The Trojan Women (), also translated as The Women of Troy, and also known by its transliterated Greek title Troades, is a tragedy by the Greek playwright Euripides. Produced in 415 BC during the Peloponnesian War, it is often considered a commentary on the capture of the Aegean island of Melos and the subsequent slaughter and subjugation of its populace by the Athenians earlier that year (see History of Milos). 415 BC was also the year of the scandalous desecration of the hermai and the launch of the Athenians' second expedition to Sicily, events which may also have influenced the author.

The Trojan Women was the third tragedy of a trilogy dealing with the Trojan War. The first tragedy, Alexandros, was about the recognition of the Trojan prince Paris who had been abandoned in infancy by his parents and rediscovered in adulthood. The second tragedy, Palamedes, dealt with Greek mistreatment of their fellow Greek Palamedes. This trilogy was presented at the Dionysia along with the comedic satyr play Sisyphos.

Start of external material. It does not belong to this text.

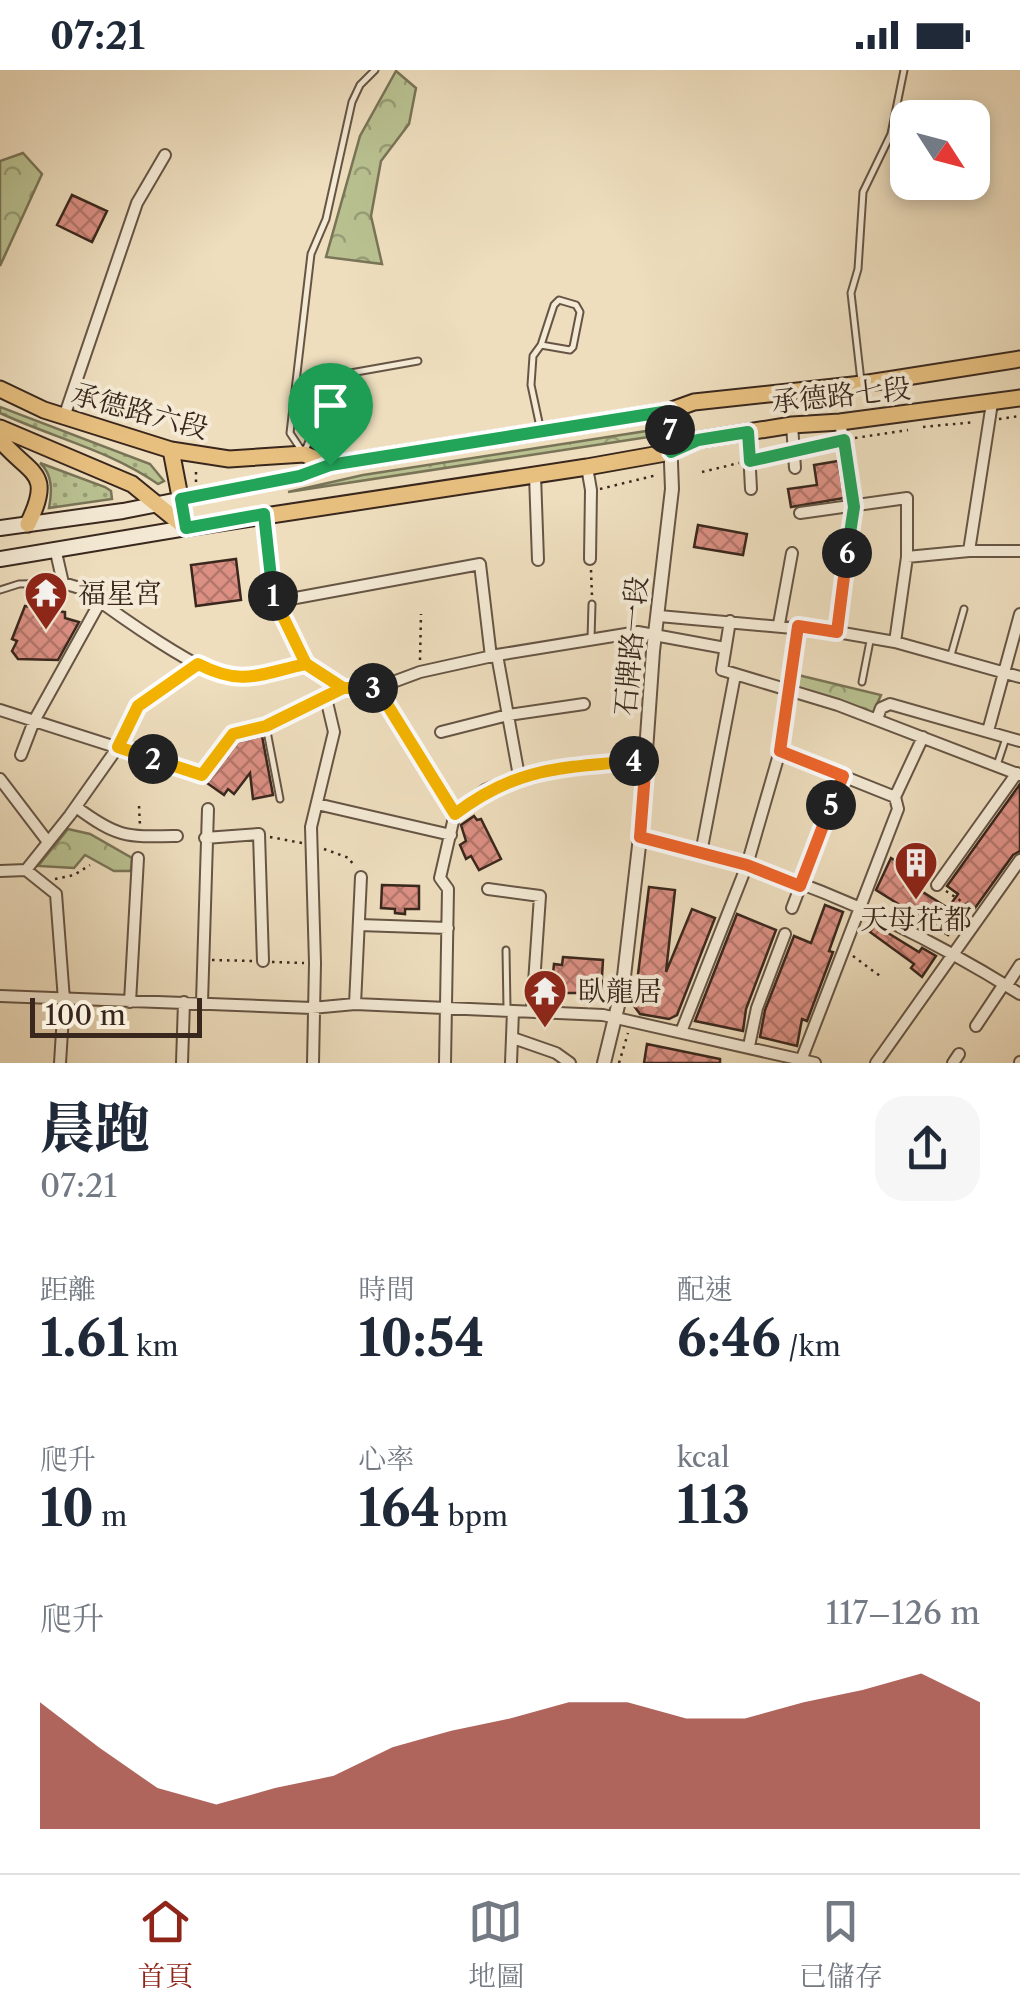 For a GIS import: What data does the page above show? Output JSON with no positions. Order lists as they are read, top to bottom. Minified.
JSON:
{"streets":{"main road":["承德路七段","承德路六段"],"street":["石牌路一段"]},"crossings":[["承德路七段","承德路六段"],["承德路七段","石牌路一段"]],"places":{"temple":["福星宮","臥龍居"],"building":["天母花都"]},"scale_bar":"100 m","north":"bottom right","page":{"status":"07:21","pins":["7","6","1","3","2","4","5"],"scale":"100 m","heading":["晨跑","07:21"],"stats":[["距離","1.61 km"],["時間","10:54"],["配速","6:46 /km"],["爬升","10 m"],["心率","164 bpm"],["kcal","113"]],"chart":["爬升","117–126 m"],"tabs":["首頁","地圖","已儲存"]}}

The plots of this trilogy were not connected in the way that Aeschylus' Oresteia was connected. Euripides did not favor such connected trilogies.

Euripides won second prize at the City Dionysia for his effort, losing to the obscure tragedian Xenocles.

The four Trojan women of the play are the same that appear in the final book of the Iliad lamenting over the corpse of Hector. Taking place near the same time is Hecuba, another play by Euripides.

Plot

Euripides's play follows the fates of the women of Troy after their city has been sacked, their husbands killed, and their remaining families taken away as slaves. However, it begins first with the gods Athena and Poseidon discussing ways to punish the Greek armies because they condoned that Ajax the Lesser raped Cassandra, the eldest daughter of King Priam and Queen Hecuba, after dragging her from a statue of Athena. What follows shows how much the Trojan women have suffered as their grief is compounded when the Greeks dole out additional deaths and divide their shares of women.

The Greek herald Talthybius arrives to tell the dethroned queen Hecuba what will befall her and her children. Hecuba will be taken away to the Greek general Odysseus, and Cassandra is destined to become the conquering general Agamemnon's concubine.

Cassandra, who can see the future, is morbidly delighted by this news: she sees that when they arrive in Argos, her new master's embittered wife Clytemnestra will kill both her and her new master. She sings a wedding song for herself and Agamemnon that describes their bloody deaths. However, Cassandra is also cursed so that her visions of the future are never believed, and she is carried off.

The widowed princess Andromache arrives and Hecuba learns from her that her youngest daughter, Polyxena, has been killed as a sacrifice at the tomb of the Greek warrior Achilles.

Andromache's lot is to be the concubine of Achilles' son Neoptolemus, and more horrible news for the royal family is yet to come: Talthybius reluctantly informs her that her baby son, Astyanax, has been condemned to die. The Greek leaders are afraid that the boy will grow up to avenge his father Hector, and rather than take this chance, they plan to throw him off from the battlements of Troy to his death.

Helen is supposed to suffer greatly as well: Menelaus arrives to take her back to Greece with him where a death sentence awaits her. Helen begs and tries to seduce her husband into sparing her life. Menelaus remains resolved to kill her, but the audience watching the play knows that he will let her live and take her back. At the end of the play it is revealed that she is still alive; moreover, the audience knows from Telemachus' visit to Sparta in Homer's Odyssey that Menelaus continued to live with Helen as his wife after the Trojan War.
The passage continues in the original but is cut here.